## THE TASK
Tally how many lines in the data below include "bottom", then please reply with only that figure.

## EXTRACTED MATERIAL
-*-

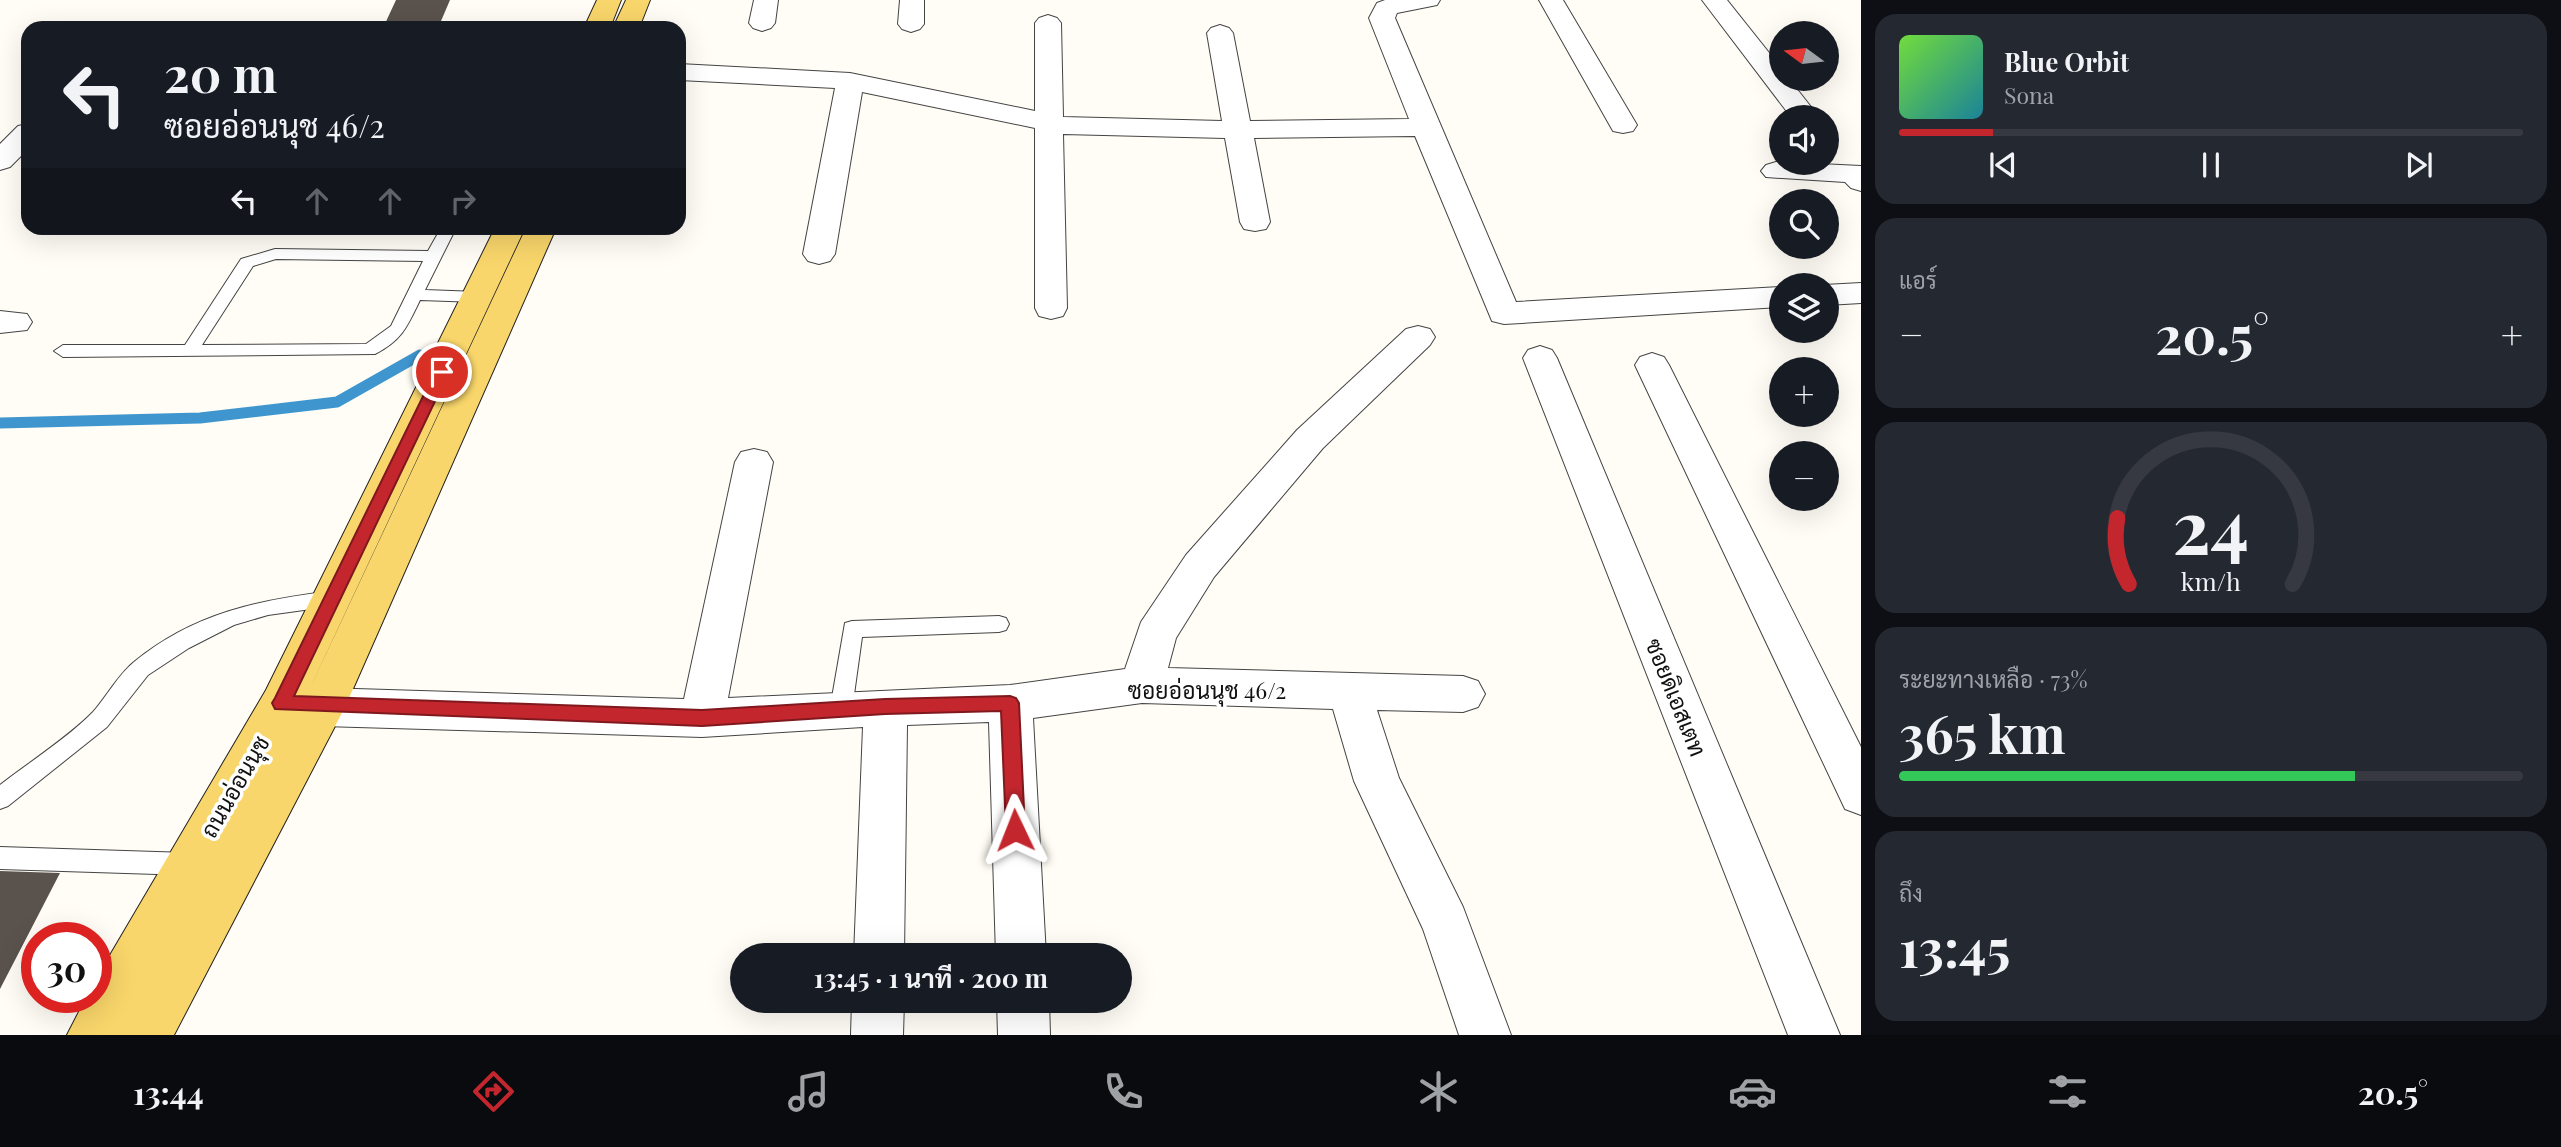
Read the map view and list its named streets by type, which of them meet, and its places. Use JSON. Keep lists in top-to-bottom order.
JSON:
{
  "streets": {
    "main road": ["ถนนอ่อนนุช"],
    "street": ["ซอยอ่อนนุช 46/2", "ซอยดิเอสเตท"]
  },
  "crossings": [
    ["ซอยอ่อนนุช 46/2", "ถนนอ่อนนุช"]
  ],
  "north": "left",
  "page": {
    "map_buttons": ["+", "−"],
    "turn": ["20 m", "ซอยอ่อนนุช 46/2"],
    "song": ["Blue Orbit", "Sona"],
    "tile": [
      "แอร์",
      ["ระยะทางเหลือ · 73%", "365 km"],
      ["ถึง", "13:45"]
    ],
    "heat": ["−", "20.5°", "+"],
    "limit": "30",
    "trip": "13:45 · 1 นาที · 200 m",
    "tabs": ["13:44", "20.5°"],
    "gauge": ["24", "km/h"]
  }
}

-*-

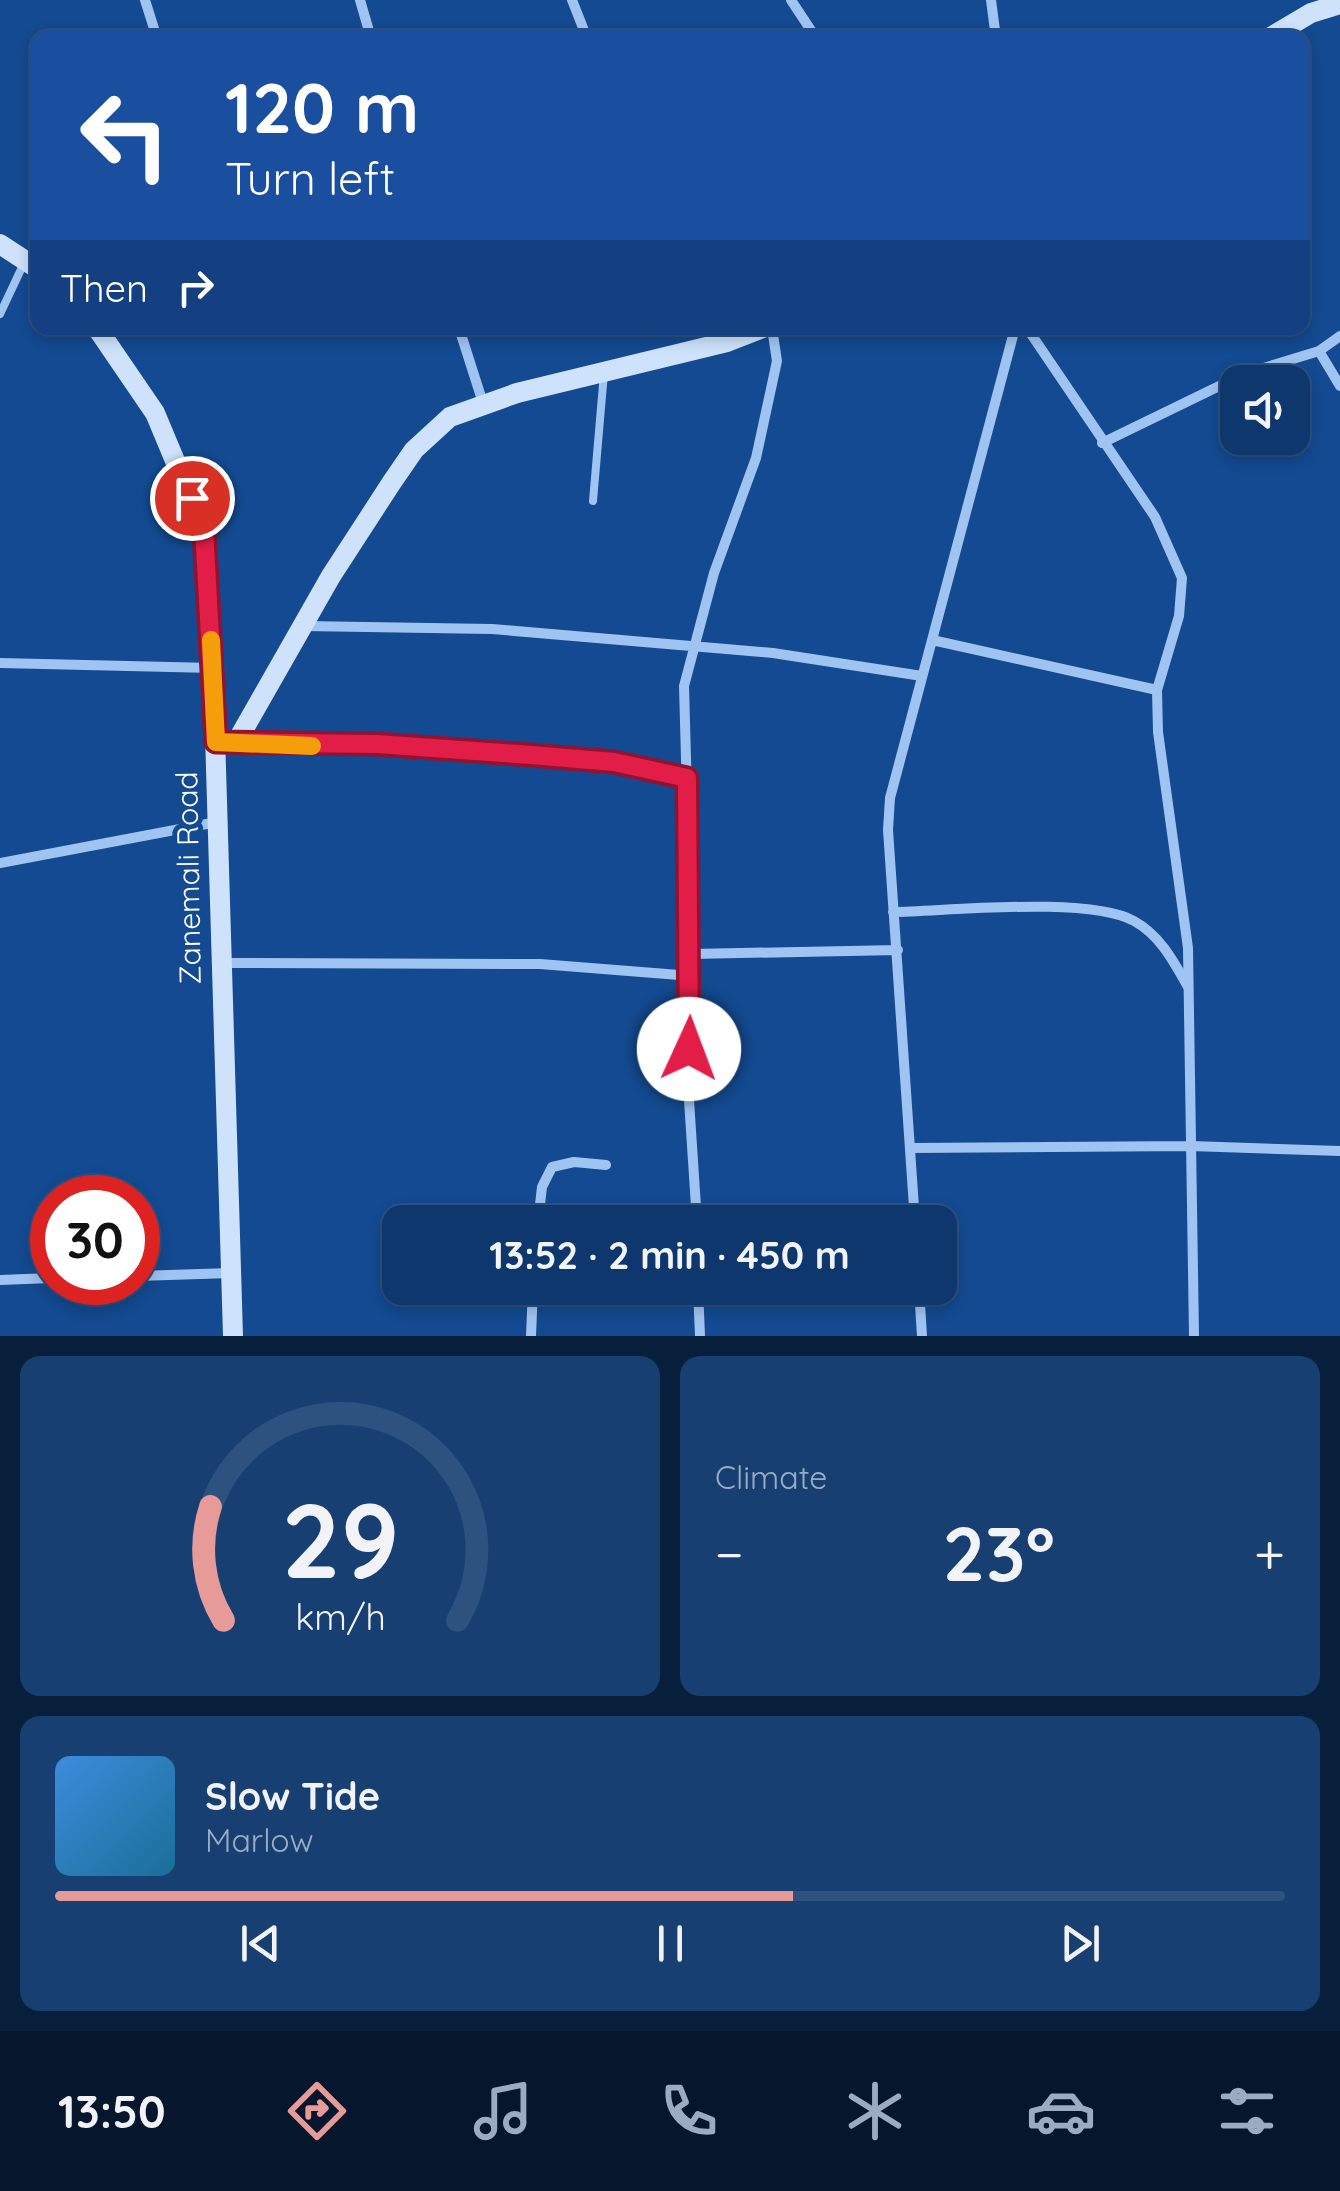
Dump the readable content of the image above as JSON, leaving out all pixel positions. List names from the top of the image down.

-*-

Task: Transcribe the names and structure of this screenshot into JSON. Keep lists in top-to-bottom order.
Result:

-*-

## EXPECTED ANSWER
2